### Exercise directions
Please say how many lines in the records below contain the word "roads". Give only the number.
[[ Records to process open ]]
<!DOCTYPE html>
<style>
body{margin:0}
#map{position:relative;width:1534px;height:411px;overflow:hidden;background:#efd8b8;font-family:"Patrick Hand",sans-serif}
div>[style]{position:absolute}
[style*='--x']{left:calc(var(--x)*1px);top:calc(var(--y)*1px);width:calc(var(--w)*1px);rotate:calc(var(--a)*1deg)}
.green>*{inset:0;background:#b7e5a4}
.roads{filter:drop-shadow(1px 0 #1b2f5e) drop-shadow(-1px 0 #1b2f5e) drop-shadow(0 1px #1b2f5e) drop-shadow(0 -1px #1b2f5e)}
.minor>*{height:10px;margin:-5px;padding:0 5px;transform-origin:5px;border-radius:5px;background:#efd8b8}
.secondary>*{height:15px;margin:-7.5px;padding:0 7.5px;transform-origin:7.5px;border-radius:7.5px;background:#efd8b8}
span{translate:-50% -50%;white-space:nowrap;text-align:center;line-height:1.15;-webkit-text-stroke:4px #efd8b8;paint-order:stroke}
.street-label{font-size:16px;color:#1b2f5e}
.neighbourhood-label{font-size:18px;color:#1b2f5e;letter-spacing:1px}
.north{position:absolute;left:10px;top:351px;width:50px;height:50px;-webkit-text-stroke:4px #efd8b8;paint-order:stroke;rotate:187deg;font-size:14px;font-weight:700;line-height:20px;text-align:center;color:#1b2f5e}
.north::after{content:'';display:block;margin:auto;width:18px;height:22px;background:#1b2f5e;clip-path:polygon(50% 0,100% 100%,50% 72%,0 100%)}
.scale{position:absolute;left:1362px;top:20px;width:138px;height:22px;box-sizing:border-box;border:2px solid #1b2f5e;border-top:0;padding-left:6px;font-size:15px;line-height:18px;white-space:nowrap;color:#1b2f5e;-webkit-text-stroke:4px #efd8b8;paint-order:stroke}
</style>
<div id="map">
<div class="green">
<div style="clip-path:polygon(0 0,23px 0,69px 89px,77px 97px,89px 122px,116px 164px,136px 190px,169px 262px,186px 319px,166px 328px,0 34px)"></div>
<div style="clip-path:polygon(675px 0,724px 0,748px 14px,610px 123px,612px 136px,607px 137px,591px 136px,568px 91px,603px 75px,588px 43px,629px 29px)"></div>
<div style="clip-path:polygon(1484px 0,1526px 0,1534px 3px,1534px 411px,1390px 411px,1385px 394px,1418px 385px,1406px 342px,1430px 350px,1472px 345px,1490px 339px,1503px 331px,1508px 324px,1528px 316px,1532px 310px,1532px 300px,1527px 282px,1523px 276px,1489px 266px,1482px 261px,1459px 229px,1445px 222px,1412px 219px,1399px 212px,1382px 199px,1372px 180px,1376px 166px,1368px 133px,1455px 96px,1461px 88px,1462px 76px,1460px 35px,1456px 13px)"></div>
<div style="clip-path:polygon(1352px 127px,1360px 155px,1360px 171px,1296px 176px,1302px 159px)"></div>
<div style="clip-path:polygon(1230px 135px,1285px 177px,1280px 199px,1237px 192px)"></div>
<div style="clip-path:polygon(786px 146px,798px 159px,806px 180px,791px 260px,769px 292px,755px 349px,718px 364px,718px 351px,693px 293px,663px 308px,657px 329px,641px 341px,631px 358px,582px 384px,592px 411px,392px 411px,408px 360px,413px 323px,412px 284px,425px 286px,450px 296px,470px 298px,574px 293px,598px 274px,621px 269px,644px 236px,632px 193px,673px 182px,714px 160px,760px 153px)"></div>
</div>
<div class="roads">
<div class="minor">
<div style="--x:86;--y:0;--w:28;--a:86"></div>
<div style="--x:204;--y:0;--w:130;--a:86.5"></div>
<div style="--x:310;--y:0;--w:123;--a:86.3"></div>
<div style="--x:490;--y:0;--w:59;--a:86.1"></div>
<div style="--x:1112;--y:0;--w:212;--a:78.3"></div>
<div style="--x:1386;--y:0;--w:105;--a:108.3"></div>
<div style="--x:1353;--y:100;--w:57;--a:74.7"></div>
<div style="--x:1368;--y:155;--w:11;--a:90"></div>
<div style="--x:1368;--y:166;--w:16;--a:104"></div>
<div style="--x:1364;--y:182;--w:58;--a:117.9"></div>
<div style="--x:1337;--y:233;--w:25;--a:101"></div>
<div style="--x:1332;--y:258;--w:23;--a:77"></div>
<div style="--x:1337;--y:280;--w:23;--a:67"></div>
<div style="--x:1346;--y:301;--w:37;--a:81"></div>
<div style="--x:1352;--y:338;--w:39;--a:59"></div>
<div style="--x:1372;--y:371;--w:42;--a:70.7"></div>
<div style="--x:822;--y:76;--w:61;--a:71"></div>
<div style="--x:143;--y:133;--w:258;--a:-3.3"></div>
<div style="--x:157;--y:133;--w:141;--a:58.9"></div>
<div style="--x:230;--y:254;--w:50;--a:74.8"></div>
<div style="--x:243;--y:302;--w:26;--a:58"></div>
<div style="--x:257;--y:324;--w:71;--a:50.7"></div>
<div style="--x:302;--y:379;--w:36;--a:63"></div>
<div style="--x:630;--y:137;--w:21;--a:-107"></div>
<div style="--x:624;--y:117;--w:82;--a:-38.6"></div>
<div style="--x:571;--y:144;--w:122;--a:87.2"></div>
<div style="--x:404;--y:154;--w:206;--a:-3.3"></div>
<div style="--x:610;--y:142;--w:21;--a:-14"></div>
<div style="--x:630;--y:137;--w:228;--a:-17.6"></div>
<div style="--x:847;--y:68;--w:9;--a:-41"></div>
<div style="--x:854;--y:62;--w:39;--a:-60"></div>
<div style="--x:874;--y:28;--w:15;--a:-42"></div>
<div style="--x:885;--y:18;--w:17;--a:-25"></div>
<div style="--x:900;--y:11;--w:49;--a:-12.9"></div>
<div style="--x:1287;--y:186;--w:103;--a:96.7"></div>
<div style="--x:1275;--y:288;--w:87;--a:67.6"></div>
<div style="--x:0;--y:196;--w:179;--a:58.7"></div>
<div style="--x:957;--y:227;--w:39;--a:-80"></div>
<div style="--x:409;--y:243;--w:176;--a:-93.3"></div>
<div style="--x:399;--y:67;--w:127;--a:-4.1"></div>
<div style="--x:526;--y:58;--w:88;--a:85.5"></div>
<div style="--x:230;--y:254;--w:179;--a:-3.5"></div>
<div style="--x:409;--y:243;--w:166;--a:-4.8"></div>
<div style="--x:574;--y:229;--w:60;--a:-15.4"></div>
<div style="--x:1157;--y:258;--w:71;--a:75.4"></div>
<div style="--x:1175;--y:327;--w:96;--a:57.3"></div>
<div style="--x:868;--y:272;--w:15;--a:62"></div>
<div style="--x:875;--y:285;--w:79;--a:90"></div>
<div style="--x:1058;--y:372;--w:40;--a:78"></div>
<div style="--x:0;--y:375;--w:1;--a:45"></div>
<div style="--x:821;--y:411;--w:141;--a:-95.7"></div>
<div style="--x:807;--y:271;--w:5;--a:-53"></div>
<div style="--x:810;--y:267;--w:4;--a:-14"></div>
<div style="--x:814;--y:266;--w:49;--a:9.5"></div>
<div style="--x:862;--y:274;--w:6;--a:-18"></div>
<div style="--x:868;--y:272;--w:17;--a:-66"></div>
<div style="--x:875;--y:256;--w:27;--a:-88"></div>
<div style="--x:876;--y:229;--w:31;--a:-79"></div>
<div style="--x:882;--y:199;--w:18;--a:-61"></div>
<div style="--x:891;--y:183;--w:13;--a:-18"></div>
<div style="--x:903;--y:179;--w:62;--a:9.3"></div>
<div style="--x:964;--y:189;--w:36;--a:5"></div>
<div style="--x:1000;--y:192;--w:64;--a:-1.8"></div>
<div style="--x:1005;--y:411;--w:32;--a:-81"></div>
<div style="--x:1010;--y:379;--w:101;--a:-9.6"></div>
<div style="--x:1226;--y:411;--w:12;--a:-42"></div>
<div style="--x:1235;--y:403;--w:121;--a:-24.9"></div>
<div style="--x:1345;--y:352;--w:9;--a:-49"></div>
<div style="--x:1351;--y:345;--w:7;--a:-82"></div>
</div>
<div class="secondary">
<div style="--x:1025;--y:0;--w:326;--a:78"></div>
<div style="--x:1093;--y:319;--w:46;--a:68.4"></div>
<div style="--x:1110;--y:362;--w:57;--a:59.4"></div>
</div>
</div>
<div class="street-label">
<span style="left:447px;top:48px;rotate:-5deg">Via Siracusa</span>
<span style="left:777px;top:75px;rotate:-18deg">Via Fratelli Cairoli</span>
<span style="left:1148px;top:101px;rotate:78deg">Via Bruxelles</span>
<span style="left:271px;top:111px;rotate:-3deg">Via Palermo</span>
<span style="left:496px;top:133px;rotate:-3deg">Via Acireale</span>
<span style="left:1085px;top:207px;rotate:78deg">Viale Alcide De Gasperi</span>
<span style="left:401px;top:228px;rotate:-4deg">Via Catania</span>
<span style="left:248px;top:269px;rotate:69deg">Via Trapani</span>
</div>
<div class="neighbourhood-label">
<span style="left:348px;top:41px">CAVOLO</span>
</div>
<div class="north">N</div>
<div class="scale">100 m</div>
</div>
[[ Records to process closed ]]
### Expected answer
2